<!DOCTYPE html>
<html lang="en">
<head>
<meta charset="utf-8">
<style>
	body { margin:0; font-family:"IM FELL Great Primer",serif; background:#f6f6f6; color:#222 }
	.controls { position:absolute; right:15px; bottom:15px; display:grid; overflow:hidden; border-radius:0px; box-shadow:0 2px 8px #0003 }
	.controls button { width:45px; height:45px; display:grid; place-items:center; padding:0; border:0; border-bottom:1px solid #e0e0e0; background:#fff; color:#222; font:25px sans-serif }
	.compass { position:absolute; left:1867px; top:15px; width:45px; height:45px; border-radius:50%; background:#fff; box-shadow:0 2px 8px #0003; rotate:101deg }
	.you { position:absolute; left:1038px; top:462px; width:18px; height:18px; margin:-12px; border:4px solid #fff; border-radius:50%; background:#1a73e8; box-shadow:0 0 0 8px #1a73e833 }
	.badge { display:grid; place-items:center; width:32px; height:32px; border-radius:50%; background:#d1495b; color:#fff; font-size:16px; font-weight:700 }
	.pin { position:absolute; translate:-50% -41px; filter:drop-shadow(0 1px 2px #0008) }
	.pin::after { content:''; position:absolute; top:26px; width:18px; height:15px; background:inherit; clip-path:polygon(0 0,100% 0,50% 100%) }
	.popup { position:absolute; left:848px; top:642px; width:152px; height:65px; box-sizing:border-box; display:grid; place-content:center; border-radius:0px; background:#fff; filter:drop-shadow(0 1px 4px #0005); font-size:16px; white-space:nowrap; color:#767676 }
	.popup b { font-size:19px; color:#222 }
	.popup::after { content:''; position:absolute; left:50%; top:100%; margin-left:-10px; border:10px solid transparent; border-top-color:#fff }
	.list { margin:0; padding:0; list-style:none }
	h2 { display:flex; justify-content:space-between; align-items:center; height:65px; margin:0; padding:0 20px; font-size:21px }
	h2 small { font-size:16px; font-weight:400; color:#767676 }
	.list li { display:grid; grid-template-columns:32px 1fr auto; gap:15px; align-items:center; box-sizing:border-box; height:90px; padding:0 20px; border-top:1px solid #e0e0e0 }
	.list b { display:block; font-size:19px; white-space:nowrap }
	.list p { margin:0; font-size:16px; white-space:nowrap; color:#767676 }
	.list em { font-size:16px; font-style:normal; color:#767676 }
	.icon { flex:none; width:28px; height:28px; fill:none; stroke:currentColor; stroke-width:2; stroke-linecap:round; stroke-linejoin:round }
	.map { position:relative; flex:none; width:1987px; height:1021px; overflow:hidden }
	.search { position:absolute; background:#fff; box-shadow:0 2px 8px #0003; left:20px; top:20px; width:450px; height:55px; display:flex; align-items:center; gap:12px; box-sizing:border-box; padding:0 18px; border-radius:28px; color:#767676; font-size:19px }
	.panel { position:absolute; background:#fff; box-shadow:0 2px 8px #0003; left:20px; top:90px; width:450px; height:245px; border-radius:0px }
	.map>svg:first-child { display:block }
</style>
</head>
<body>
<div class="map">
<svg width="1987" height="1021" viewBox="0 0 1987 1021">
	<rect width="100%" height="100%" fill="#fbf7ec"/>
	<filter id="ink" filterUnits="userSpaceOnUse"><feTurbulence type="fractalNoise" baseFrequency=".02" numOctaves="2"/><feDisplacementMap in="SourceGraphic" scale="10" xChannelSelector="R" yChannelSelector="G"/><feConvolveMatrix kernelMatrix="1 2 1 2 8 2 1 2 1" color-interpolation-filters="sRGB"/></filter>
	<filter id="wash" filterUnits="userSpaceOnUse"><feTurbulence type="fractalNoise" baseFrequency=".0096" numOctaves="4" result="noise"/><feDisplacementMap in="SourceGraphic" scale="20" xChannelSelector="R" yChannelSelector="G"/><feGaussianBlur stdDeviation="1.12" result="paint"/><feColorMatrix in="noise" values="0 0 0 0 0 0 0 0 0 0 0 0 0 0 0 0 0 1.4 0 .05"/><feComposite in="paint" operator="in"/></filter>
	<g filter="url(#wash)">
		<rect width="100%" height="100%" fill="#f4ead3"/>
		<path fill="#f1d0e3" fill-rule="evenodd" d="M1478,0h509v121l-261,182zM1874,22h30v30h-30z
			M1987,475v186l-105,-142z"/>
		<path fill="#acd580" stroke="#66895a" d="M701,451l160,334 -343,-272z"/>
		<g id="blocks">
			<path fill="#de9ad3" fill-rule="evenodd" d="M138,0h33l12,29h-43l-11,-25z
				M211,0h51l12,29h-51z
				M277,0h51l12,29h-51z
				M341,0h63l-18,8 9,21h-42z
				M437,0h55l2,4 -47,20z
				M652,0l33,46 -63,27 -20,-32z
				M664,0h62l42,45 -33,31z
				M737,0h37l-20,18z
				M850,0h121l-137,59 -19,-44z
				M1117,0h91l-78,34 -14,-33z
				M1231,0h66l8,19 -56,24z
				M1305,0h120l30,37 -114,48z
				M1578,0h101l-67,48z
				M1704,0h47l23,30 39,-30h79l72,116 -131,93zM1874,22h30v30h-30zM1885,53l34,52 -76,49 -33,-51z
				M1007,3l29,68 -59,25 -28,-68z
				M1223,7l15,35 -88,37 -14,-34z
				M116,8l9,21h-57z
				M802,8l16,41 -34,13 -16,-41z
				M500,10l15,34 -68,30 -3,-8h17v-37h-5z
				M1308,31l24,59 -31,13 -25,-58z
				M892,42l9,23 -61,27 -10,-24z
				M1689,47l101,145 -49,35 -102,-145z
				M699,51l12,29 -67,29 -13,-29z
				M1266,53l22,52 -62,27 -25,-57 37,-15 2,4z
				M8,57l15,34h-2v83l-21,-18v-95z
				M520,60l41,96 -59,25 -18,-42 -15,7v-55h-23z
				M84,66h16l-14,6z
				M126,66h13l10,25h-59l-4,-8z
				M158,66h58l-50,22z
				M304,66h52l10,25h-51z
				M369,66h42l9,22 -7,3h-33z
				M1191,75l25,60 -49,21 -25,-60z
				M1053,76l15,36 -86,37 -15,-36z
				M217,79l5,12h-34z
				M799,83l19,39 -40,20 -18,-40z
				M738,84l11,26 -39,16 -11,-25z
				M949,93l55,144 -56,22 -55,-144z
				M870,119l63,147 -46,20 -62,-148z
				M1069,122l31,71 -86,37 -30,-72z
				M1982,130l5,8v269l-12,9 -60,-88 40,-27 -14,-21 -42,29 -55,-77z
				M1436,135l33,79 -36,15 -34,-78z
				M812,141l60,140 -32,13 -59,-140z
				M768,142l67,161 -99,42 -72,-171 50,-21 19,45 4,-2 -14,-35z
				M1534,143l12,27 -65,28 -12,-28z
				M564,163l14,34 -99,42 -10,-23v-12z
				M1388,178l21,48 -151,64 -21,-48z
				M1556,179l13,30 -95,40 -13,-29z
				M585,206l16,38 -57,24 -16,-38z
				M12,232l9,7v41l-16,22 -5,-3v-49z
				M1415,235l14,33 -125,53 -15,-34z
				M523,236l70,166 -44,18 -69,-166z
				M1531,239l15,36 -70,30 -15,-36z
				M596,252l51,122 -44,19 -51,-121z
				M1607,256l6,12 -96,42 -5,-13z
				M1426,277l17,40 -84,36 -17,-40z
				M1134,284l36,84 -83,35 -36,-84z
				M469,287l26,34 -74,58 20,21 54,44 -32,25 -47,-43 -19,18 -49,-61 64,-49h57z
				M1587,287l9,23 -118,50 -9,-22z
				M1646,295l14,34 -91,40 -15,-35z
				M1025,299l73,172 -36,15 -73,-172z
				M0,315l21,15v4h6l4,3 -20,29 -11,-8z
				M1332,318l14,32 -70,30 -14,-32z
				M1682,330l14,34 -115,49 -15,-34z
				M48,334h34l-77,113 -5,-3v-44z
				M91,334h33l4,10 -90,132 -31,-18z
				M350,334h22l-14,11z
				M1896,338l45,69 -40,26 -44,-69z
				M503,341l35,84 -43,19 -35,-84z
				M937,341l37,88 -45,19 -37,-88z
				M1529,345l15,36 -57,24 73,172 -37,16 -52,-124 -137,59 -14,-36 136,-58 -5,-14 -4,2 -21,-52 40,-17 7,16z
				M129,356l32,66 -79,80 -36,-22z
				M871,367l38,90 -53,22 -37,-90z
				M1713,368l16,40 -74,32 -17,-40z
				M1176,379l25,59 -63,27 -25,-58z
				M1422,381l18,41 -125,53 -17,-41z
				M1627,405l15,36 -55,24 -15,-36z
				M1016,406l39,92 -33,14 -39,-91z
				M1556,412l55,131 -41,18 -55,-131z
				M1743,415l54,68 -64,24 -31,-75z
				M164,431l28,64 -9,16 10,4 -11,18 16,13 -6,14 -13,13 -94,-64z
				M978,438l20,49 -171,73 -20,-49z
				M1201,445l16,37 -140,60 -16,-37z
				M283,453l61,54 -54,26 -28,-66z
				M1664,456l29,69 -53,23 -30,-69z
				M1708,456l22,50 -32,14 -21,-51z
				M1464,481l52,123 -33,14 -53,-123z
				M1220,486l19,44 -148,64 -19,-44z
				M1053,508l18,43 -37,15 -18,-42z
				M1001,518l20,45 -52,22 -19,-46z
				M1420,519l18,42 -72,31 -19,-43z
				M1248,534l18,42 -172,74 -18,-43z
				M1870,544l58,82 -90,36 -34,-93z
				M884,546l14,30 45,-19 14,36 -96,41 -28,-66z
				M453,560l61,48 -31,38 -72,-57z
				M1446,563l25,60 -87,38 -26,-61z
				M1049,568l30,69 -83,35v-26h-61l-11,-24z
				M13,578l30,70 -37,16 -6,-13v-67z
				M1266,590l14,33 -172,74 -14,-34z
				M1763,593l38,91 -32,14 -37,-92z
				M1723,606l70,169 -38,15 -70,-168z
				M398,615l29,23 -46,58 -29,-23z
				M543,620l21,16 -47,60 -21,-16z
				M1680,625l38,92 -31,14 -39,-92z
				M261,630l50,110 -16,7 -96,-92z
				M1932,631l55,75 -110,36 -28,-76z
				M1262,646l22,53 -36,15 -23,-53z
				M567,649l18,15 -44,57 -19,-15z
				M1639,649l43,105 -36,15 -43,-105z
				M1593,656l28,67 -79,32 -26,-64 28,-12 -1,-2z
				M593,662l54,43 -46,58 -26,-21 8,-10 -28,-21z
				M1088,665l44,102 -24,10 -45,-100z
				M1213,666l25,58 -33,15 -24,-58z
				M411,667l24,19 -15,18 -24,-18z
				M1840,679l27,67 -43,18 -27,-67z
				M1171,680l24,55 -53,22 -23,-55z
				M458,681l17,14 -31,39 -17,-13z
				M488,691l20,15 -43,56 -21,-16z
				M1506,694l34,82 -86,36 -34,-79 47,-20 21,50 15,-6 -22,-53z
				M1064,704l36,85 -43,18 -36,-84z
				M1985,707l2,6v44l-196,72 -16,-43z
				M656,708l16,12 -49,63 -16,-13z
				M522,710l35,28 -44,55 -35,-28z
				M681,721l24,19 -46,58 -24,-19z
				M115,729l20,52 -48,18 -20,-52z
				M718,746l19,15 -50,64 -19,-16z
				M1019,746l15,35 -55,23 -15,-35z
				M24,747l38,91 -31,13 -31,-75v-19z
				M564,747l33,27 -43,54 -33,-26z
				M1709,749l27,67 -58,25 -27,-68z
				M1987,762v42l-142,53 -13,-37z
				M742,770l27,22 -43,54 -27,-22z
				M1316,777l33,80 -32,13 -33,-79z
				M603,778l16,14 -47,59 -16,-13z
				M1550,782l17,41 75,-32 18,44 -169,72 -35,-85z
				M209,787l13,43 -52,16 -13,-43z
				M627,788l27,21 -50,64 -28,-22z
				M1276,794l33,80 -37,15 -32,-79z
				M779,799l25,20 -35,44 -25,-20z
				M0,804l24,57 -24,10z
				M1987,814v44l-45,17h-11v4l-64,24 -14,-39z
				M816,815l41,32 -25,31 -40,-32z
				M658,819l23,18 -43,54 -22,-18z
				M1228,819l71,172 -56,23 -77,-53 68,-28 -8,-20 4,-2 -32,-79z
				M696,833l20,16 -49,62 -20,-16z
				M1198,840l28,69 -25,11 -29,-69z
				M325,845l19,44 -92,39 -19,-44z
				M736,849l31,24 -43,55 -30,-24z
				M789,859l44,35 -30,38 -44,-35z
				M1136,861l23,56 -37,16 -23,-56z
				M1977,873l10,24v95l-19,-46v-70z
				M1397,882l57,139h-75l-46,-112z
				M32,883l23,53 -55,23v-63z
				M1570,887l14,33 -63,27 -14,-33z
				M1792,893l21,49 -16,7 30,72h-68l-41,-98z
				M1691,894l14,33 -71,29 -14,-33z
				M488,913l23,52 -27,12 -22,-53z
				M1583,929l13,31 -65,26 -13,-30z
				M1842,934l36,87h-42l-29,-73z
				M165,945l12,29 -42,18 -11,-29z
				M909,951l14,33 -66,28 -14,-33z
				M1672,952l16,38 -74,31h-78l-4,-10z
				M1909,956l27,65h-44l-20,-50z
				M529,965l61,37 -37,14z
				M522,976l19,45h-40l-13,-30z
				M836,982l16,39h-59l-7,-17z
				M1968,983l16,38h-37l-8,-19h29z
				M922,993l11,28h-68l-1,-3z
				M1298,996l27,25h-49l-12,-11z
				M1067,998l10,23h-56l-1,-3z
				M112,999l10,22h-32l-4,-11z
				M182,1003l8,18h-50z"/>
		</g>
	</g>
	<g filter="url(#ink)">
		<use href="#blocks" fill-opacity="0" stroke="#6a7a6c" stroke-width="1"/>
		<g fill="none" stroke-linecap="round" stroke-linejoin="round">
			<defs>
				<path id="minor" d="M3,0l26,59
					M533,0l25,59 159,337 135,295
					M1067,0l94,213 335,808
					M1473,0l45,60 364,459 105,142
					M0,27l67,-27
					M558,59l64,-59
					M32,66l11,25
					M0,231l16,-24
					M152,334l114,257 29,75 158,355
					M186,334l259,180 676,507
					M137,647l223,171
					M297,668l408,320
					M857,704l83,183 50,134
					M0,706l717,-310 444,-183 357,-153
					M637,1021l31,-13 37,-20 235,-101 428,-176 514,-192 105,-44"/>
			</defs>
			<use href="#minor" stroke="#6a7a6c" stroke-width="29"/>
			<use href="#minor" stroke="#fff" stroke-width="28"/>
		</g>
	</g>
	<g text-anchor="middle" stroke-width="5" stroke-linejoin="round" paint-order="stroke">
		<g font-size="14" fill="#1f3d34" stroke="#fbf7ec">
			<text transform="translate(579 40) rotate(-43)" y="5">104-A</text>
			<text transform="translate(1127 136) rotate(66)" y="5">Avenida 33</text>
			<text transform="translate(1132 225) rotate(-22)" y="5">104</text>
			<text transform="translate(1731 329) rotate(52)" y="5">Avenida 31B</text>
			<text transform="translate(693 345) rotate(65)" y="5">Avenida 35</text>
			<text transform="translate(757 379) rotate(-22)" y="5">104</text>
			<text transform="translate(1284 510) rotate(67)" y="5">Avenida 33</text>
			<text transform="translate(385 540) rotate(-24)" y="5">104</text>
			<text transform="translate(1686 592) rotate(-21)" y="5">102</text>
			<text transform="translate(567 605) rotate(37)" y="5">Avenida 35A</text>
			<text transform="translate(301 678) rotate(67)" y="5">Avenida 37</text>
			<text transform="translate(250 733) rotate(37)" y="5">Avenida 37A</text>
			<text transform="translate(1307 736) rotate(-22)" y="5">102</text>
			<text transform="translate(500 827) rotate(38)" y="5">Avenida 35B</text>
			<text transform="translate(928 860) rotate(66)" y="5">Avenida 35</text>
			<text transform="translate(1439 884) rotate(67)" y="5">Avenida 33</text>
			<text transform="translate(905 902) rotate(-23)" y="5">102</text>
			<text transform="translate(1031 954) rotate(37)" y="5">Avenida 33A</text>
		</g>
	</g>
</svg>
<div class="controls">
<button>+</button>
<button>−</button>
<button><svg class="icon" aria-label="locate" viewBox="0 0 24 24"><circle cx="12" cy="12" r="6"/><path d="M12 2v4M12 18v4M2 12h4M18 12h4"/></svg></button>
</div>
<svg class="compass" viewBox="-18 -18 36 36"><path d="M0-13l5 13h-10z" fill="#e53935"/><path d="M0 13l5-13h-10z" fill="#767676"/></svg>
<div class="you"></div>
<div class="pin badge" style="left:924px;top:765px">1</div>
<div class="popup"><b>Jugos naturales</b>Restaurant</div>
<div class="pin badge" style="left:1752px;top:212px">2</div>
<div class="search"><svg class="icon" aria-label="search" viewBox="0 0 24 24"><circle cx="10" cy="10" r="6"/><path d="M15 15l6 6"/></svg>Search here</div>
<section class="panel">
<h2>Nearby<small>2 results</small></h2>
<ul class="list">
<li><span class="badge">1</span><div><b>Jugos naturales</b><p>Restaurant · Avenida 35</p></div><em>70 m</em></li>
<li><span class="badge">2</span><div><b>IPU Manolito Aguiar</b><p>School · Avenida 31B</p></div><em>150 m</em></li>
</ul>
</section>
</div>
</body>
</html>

▶ _Brief_: If a line in the material contains "wash", show it.

▶ _Your response_:
	<filter id="wash" filterUnits="userSpaceOnUse"><feTurbulence type="fractalNoise" baseFrequency=".0096" numOctaves="4" result="noise"/><feDisplacementMap in="SourceGraphic" scale="20" xChannelSelector="R" yChannelSelector="G"/><feGaussianBlur stdDeviation="1.12" result="paint"/><feColorMatrix in="noise" values="0 0 0 0 0 0 0 0 0 0 0 0 0 0 0 0 0 1.4 0 .05"/><feComposite in="paint" operator="in"/></filter>
	<g filter="url(#wash)">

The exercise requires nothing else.